EXERCISE: Only the number is wanted: how many lines of the data contain "Find"?

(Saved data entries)
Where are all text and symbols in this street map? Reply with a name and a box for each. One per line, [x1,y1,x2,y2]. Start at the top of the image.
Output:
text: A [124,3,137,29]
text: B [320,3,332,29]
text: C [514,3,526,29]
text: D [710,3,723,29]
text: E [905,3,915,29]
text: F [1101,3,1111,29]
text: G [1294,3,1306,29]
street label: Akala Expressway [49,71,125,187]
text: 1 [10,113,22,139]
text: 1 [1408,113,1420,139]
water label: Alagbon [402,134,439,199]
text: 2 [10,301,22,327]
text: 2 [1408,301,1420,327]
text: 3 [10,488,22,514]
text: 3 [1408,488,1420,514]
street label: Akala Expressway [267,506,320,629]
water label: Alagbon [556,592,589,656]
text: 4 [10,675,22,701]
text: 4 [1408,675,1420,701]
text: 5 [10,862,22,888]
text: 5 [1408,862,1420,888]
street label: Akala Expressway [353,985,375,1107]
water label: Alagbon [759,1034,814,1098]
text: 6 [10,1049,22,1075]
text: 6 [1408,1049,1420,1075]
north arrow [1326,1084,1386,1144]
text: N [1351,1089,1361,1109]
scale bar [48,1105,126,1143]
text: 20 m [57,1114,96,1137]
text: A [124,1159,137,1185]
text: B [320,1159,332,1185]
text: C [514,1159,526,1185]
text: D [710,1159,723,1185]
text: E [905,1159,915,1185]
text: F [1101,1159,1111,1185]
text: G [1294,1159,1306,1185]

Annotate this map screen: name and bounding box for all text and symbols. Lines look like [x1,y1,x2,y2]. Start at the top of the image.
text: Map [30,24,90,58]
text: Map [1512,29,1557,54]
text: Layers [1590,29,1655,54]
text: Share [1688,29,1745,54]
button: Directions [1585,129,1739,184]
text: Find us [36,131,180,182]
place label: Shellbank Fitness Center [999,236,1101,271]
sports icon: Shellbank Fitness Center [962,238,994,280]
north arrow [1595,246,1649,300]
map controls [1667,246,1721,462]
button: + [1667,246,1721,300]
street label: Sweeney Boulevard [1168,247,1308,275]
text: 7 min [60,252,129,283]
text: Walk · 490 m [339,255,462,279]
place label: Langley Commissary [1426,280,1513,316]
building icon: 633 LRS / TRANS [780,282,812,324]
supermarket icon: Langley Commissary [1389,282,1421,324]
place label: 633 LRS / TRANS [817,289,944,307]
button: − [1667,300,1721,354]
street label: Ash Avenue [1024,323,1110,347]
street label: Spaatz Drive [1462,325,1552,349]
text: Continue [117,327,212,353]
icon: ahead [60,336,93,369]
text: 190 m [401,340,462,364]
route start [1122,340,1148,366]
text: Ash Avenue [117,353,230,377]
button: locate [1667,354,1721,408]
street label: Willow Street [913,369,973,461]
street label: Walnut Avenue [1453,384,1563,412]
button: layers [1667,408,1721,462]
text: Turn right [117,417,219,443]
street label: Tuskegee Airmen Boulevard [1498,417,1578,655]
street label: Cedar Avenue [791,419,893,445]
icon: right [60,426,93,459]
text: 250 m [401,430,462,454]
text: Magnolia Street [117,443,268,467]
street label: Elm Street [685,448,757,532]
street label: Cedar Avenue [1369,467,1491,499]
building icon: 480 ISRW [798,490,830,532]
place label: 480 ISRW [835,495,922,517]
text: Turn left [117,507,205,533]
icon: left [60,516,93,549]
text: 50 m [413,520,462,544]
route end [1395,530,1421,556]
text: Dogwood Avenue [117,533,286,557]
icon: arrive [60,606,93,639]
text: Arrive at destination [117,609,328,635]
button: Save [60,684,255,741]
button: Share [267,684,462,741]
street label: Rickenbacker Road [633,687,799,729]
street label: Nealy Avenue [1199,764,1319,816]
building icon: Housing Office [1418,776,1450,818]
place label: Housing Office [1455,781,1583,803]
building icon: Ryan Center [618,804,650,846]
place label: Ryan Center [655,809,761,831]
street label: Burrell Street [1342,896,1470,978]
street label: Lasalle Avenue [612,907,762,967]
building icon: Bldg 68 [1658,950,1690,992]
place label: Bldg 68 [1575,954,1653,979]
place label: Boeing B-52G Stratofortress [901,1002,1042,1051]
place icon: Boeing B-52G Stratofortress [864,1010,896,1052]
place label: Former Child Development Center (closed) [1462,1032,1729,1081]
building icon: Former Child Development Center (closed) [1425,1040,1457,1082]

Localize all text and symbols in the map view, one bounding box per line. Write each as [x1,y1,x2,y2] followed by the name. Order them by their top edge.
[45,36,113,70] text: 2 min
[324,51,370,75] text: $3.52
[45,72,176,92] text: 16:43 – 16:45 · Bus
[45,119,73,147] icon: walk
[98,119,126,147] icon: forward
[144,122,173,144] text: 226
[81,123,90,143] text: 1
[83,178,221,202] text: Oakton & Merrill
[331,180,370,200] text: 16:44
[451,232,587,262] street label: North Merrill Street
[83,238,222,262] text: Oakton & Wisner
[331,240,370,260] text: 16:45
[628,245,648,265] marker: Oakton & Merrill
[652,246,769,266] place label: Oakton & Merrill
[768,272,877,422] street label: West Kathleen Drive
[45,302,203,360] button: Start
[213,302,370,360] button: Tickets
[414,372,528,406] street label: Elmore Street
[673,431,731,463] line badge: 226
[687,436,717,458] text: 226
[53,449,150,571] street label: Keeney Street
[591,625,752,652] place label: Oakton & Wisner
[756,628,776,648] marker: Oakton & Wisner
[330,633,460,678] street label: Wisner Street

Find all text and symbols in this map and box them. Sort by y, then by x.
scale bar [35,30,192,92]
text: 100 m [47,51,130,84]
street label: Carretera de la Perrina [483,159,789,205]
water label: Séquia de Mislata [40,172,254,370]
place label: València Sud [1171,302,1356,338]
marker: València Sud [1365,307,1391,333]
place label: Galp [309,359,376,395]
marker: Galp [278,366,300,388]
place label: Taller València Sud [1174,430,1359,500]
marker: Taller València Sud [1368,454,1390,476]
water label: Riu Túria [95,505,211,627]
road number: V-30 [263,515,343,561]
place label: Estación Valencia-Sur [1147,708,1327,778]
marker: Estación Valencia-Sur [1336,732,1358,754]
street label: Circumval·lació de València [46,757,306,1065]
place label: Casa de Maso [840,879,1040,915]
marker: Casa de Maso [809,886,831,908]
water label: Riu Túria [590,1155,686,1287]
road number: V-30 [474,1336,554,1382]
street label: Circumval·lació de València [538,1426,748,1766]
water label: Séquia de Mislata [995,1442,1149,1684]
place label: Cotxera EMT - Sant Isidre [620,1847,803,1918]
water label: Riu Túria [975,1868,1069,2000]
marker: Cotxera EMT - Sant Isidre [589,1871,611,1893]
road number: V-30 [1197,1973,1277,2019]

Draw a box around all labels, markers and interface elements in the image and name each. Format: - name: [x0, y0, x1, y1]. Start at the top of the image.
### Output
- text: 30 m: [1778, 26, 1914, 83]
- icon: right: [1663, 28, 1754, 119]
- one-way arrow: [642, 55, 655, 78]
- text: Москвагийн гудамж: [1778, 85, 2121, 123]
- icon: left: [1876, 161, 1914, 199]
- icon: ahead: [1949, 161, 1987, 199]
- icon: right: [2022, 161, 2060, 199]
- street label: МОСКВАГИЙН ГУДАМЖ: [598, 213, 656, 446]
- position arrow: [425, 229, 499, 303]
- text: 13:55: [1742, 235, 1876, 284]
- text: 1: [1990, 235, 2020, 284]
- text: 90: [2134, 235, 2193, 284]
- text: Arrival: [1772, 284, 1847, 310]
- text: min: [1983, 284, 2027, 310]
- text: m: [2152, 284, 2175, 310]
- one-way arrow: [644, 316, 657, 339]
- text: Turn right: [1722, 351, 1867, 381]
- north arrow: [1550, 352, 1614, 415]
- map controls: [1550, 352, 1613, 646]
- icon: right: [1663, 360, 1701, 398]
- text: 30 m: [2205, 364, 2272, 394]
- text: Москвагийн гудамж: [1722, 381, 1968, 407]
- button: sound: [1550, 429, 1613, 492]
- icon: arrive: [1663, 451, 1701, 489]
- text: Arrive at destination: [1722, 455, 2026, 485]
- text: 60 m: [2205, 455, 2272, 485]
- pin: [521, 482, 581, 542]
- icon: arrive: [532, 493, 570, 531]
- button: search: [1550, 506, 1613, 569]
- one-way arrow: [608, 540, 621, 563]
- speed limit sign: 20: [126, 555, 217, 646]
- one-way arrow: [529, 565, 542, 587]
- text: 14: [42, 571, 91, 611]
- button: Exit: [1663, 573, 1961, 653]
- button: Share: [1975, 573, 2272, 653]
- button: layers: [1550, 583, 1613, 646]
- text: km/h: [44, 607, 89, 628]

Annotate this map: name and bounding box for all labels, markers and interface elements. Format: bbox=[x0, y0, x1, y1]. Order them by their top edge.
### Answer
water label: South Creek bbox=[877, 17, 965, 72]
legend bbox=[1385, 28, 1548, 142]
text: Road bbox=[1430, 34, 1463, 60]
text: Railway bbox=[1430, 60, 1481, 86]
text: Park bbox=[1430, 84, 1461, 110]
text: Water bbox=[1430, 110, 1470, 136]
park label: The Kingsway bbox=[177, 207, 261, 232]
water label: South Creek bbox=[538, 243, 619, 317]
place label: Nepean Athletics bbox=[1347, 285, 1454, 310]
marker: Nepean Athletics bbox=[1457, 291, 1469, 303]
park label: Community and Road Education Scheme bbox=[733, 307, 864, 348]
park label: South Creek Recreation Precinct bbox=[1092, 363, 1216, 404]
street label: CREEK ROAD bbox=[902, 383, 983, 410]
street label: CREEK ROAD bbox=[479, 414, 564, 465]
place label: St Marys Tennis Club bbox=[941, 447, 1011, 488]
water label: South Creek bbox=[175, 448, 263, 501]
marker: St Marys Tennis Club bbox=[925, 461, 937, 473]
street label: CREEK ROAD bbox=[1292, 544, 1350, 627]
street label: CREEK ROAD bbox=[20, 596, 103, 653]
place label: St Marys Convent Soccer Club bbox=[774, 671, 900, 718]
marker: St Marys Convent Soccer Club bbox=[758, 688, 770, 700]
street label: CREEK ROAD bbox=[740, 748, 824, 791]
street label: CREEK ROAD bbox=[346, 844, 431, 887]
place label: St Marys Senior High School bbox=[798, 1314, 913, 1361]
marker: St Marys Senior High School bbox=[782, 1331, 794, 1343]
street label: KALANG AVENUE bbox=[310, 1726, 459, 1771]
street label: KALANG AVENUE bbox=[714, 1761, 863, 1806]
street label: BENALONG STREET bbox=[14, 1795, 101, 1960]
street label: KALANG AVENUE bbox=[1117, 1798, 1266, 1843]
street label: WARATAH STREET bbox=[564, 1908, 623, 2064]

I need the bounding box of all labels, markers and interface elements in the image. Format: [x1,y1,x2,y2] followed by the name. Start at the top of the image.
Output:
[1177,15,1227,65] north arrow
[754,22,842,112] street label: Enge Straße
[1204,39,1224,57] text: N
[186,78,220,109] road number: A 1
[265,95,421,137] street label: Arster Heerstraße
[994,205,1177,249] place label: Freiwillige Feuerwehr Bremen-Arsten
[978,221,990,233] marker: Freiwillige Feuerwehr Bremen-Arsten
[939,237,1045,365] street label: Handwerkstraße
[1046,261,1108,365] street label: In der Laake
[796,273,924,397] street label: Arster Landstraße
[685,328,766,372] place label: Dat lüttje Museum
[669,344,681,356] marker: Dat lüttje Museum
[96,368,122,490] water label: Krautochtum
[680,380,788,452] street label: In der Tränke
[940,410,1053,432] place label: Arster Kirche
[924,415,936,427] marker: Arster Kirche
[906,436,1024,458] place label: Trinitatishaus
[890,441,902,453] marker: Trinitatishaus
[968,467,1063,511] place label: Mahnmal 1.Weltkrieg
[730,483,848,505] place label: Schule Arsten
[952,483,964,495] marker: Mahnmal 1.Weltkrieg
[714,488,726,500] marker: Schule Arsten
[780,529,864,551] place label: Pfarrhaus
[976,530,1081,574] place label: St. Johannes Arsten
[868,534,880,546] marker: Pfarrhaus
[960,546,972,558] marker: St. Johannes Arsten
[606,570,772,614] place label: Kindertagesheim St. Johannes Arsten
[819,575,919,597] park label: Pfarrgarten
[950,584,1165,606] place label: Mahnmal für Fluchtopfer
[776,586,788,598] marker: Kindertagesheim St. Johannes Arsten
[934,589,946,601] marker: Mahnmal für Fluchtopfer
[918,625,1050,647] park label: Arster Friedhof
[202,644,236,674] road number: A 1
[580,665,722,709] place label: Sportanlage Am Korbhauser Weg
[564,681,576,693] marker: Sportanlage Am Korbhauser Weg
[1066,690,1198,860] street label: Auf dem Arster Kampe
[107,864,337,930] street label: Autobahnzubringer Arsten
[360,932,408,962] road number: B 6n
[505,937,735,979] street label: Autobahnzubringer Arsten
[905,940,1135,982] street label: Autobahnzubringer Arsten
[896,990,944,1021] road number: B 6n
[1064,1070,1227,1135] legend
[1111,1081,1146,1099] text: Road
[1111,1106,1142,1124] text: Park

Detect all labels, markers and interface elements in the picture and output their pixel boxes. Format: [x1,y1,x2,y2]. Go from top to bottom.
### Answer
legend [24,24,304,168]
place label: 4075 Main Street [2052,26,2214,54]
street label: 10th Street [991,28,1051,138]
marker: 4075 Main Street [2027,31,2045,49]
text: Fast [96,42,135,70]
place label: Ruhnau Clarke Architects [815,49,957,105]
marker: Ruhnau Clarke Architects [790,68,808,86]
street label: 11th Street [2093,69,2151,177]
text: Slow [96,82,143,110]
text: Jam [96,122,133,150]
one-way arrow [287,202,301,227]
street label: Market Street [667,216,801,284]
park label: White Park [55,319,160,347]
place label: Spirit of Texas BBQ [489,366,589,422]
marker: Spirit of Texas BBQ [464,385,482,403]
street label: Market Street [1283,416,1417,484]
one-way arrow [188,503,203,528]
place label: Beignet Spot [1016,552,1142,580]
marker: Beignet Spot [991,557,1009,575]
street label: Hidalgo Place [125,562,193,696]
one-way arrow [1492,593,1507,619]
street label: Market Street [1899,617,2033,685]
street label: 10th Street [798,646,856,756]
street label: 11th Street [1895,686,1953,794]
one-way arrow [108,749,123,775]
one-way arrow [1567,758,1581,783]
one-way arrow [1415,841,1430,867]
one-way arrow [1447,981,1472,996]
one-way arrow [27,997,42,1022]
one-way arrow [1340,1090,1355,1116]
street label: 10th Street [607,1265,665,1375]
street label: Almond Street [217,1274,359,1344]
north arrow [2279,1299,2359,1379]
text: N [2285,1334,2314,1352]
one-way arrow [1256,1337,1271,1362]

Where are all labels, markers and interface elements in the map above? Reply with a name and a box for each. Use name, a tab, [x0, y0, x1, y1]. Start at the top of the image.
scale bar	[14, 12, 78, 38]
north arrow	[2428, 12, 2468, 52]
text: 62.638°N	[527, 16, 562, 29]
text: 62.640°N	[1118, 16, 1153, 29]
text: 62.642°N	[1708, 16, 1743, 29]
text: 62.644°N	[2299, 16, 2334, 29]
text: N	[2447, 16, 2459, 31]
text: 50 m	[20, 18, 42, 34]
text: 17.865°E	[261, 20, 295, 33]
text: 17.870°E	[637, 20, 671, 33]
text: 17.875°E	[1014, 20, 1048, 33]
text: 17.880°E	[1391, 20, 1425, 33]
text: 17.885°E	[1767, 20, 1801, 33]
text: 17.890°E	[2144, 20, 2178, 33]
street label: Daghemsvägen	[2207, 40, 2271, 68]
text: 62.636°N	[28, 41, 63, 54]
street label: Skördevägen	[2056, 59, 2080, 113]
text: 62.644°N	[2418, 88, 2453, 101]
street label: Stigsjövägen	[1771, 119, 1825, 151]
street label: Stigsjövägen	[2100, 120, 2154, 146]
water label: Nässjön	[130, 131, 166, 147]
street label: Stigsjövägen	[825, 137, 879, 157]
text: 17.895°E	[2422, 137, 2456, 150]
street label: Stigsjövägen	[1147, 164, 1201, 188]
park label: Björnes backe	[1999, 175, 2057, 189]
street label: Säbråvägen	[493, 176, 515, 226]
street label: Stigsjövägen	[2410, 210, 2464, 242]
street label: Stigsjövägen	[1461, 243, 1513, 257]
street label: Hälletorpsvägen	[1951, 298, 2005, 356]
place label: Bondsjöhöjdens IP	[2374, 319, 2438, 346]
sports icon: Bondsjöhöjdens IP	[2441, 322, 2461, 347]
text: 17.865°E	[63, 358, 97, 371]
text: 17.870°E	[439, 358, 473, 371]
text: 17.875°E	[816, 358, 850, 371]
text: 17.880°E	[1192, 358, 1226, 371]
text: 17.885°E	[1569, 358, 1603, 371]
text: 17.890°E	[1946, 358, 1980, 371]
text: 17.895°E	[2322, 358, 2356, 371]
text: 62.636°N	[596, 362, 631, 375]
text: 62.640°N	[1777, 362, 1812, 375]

ANSWER SPACE: 2